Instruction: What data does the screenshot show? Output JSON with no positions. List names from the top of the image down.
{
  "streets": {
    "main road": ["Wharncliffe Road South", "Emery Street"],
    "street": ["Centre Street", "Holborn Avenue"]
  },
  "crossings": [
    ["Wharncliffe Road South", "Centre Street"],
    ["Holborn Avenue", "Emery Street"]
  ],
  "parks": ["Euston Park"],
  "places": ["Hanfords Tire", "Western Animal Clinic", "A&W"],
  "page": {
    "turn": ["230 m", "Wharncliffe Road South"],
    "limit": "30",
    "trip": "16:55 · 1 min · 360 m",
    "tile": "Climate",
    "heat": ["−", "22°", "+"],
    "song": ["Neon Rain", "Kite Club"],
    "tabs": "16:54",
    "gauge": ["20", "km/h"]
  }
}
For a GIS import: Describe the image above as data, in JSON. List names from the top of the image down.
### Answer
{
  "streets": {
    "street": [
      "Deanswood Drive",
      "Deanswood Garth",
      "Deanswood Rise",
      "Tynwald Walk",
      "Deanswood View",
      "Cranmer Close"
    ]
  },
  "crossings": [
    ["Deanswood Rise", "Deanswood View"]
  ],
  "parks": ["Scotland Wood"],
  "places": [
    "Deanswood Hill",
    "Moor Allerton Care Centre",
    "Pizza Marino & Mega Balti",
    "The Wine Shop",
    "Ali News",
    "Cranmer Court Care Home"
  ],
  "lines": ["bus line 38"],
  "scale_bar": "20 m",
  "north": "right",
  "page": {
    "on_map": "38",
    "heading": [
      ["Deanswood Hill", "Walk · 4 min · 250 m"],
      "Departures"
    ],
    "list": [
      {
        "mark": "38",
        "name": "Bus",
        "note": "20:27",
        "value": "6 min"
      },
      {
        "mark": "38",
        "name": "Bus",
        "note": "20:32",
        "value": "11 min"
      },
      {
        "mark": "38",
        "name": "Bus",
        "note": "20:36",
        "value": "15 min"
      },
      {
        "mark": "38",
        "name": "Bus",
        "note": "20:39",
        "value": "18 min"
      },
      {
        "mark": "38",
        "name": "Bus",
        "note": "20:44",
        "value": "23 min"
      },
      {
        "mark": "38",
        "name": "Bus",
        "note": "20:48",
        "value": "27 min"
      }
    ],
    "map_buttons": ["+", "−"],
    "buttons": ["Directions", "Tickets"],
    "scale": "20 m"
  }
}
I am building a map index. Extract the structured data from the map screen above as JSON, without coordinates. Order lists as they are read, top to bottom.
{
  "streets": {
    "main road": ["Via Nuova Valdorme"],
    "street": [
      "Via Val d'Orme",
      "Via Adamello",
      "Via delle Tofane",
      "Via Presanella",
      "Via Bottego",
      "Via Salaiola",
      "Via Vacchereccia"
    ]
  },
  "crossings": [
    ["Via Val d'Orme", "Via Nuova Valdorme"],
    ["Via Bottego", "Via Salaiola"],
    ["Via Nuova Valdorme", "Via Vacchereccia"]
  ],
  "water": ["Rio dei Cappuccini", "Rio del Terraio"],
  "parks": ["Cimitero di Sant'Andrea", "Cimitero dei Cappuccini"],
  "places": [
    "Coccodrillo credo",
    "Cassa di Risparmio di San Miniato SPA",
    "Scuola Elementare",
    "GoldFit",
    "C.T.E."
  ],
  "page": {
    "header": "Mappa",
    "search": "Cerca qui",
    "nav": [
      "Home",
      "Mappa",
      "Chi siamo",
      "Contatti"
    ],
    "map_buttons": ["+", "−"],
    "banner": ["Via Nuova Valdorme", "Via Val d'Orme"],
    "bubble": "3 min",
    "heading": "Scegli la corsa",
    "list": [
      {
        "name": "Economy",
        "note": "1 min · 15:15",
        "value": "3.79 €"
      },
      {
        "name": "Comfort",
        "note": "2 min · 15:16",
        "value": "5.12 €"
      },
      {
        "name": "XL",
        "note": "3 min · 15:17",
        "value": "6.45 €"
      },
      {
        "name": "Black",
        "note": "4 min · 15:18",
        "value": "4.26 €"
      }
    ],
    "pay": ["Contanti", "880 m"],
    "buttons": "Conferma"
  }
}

§ **Exercise goal**:
All lines above that contain "Bottego" are required in the answer.

§ **Solution for this task**:
      "Via Bottego",
    ["Via Bottego", "Via Salaiola"],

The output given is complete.